_EXERCISE OBJECTIVE_
Only the lines of the data holding the string "order" need to be returned.

DATASET EXTRACT Block Start

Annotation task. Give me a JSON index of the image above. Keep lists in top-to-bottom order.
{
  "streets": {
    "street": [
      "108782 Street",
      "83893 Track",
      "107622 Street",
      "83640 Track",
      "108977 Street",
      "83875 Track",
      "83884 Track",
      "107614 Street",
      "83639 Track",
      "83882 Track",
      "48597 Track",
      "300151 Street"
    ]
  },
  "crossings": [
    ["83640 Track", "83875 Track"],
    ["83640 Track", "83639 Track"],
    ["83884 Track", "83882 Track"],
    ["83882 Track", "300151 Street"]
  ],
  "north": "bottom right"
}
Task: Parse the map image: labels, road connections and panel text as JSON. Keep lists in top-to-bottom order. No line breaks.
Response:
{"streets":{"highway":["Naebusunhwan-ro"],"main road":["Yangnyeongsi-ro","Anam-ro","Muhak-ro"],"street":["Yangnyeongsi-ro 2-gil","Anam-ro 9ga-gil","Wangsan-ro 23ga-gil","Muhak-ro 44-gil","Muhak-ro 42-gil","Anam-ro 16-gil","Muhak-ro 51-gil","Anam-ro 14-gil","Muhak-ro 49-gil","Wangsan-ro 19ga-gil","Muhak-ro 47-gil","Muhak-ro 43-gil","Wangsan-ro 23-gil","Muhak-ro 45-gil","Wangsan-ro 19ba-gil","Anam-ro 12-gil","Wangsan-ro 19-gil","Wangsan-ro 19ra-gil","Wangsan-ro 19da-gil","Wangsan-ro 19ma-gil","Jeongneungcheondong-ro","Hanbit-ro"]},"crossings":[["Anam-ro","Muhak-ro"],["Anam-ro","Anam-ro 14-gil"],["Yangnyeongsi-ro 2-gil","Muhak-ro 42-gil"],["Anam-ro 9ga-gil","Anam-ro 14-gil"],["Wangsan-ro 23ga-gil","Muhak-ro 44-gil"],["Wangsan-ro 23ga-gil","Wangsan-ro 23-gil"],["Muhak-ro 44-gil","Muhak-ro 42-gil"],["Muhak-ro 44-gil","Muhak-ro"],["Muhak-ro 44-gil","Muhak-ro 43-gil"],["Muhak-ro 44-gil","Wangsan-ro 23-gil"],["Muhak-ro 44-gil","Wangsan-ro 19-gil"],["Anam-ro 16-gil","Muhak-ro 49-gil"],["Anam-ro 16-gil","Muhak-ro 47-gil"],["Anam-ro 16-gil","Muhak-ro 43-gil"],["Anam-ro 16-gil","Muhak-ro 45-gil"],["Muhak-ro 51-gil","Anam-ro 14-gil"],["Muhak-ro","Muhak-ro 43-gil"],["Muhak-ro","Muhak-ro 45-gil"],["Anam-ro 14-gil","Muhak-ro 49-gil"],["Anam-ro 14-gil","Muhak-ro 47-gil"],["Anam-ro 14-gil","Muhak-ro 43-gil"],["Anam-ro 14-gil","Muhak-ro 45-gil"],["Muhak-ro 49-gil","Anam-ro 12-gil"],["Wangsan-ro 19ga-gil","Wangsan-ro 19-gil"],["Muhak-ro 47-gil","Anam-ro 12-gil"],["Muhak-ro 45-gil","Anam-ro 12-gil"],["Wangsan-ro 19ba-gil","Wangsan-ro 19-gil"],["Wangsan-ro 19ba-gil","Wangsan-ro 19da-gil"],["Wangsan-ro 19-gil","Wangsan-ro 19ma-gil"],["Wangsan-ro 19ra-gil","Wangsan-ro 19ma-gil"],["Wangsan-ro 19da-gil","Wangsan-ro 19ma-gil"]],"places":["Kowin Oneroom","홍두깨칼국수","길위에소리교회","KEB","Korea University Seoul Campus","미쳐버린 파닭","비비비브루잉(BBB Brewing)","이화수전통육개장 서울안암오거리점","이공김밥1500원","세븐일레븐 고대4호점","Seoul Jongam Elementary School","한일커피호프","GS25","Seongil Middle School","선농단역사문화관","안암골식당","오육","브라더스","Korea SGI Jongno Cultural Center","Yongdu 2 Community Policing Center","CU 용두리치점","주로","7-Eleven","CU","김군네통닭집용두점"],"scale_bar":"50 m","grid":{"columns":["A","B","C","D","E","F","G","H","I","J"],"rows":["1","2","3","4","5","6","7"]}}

DATASET EXTRACT Block End

_WRITTEN RESPONSE_
Annotation task. Give me a JSON index of the image above. Keep lists in top-to-bottom order.
Task: Parse the map image: labels, road connections and panel text as JSON. Keep lists in top-to-bottom order. No line breaks.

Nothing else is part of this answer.